Personal information
- Full name: Tor Ivar Alsaker-Nøstdahl
- Date of birth: 19 February 1945 (age 80)
- Position(s): Central defender

Youth career
- 1953–1962: Strømsgodset

Senior career*
- Years: Team / Apps / (Gls)
- 1962–1977: Strømsgodset
- 1978–1980: Drammens BK

International career
- 1963: Norway U19 / 2 / (0)
- 1966–1967: Norway U21 / 4 / (0)
- 1966: Norway B / 1 / (0)
- 1967–1972: Norway / 10 / (0)

Managerial career
- Strømsgodset (youth)

= Tor Alsaker-Nøstdahl =

Norwegian footballer (born 1945)

Tor Alsaker-Nøstdahl (born 19 February 1945) is a retired Norwegian football defender. Spending his entire career with Strømsgodset, he became league champion in 1970 and cup champion in 1969, 1970 and 1973.

==Career==
Alsaker-Nøstdahl grew up in Gulskogen and started playing for Strømsgodset as a child in 1953. During his long career in Strømsgodset, the club went from being an unknown local team in Drammen to national champions. The club won promotion from the fourth tier in 1962, the year Alsaker-Nøstdahl made his senior debut, followed by a promotion from the third tier in 1965 and then back-to-back from the second tier in 1966. By 1969, Alsaker-Nøstdahl won his first Norwegian Football Cup title, followed by the double in 1970. From 1968 to 1974, Alsaker-Nøstdahl served as team captain in even years, alternating with Steinar Pettersen who served in odd years.

Following appearances for Norway U19, Norway U21 and Norway B, Alsaker-Nøstdahl made his debut for Norway in 1967. The debut came against Eusébio's Portugal.
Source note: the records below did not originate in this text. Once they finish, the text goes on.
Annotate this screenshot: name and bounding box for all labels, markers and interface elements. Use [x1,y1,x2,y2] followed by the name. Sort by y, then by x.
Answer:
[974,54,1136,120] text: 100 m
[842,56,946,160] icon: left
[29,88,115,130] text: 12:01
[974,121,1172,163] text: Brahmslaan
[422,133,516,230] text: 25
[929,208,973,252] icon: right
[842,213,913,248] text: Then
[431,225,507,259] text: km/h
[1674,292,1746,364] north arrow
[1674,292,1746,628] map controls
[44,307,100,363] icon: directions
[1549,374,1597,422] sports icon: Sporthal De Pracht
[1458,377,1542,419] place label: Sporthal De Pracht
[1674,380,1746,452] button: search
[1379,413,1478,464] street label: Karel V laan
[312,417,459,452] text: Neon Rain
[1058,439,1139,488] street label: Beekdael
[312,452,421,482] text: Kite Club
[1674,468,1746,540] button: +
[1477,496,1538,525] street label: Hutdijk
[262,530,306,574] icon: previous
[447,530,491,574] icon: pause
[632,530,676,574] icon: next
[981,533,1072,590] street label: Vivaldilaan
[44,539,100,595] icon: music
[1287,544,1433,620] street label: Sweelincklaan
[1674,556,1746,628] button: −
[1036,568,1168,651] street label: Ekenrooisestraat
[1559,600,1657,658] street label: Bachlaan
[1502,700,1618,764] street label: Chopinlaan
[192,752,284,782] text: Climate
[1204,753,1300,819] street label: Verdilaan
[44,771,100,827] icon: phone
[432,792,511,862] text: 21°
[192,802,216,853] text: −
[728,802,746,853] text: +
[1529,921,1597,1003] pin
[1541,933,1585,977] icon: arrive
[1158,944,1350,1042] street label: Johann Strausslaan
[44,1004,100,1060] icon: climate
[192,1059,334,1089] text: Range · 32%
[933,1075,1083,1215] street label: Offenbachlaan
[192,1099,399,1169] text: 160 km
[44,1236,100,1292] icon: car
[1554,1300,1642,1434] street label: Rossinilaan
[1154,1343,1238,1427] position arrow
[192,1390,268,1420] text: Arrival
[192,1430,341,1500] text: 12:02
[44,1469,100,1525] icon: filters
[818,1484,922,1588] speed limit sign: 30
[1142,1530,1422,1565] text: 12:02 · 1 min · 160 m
He won 10 caps, the last in 1972.

Tor Alsaker-Nøstdahl held the club record for number of appearances, jointly with Inge Thun at 329. The record was overtaken by Lars-Christopher Vilsvik in 2020.

In 1978, Alsaker-Nøstdahl and Thun both joined Drammens BK in the fifth tier. Alsaker-Nøstdahl retired after the 1980 season, having helped the club win promotion to the third tier.

He coached youth teams in Strømsgodset. He also sat on the board of the club, being elected as chairman in 1997.

==Personal life==
After taking the examen artium in 1964, he briefly studied and worked as a teacher, but then spent his professional career with logistics in the Norwegian State Railways from 1967. Norwegian football in his time was not professional, not even the national team.

Alsaker-Nøstdahl married Solbjørg in 1971. They had two boys. One of them, Stian, played for Strømsgodset's first team. Tor's daughter-in-law Christel Alsaker-Nøstdahl has also been a board member of Strømsgodset.